[What is expected]
An exact restatement of the data below, with the pictures removed, is the required answer.

[Stored data]
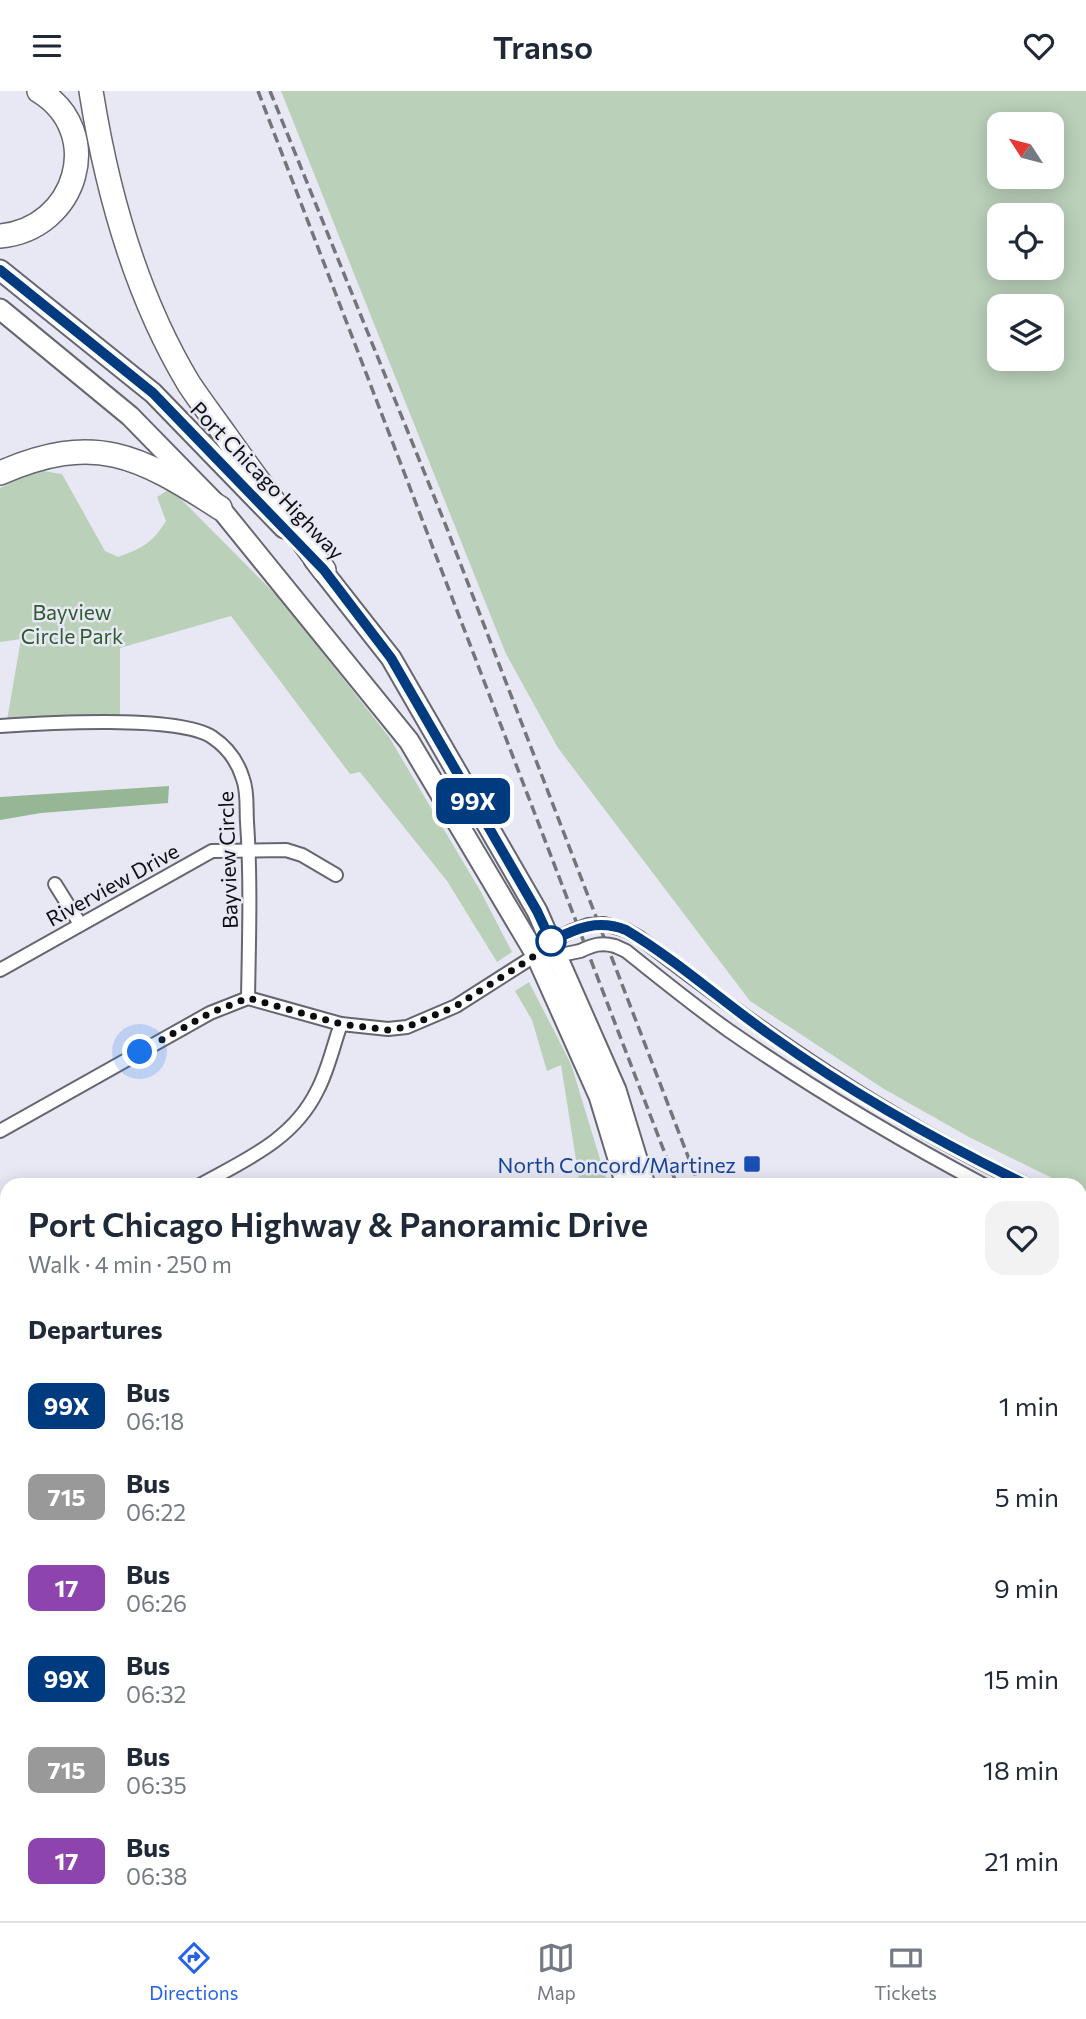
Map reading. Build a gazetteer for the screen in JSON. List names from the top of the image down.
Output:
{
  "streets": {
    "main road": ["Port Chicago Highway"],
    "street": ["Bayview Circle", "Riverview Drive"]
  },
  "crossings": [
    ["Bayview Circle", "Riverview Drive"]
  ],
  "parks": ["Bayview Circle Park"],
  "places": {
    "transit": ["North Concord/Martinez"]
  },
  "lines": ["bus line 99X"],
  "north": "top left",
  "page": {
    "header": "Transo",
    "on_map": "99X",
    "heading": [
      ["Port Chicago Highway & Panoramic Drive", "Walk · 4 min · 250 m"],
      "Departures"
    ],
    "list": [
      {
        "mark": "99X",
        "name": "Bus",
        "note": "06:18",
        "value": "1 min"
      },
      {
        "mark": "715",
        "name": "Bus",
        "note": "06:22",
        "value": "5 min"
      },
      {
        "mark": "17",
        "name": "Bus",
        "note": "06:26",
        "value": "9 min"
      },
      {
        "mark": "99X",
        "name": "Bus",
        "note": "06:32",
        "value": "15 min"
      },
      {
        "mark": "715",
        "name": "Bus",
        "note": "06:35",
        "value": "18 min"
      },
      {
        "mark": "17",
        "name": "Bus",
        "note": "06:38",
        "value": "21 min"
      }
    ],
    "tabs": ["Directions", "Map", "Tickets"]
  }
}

[Result of this exercise]
Map reading. Build a gazetteer for the screen in JSON. List names from the top of the image down.
Output:
{
  "streets": {
    "main road": ["Port Chicago Highway"],
    "street": ["Bayview Circle", "Riverview Drive"]
  },
  "crossings": [
    ["Bayview Circle", "Riverview Drive"]
  ],
  "parks": ["Bayview Circle Park"],
  "places": {
    "transit": ["North Concord/Martinez"]
  },
  "lines": ["bus line 99X"],
  "north": "top left",
  "page": {
    "header": "Transo",
    "on_map": "99X",
    "heading": [
      ["Port Chicago Highway & Panoramic Drive", "Walk · 4 min · 250 m"],
      "Departures"
    ],
    "list": [
      {
        "mark": "99X",
        "name": "Bus",
        "note": "06:18",
        "value": "1 min"
      },
      {
        "mark": "715",
        "name": "Bus",
        "note": "06:22",
        "value": "5 min"
      },
      {
        "mark": "17",
        "name": "Bus",
        "note": "06:26",
        "value": "9 min"
      },
      {
        "mark": "99X",
        "name": "Bus",
        "note": "06:32",
        "value": "15 min"
      },
      {
        "mark": "715",
        "name": "Bus",
        "note": "06:35",
        "value": "18 min"
      },
      {
        "mark": "17",
        "name": "Bus",
        "note": "06:38",
        "value": "21 min"
      }
    ],
    "tabs": ["Directions", "Map", "Tickets"]
  }
}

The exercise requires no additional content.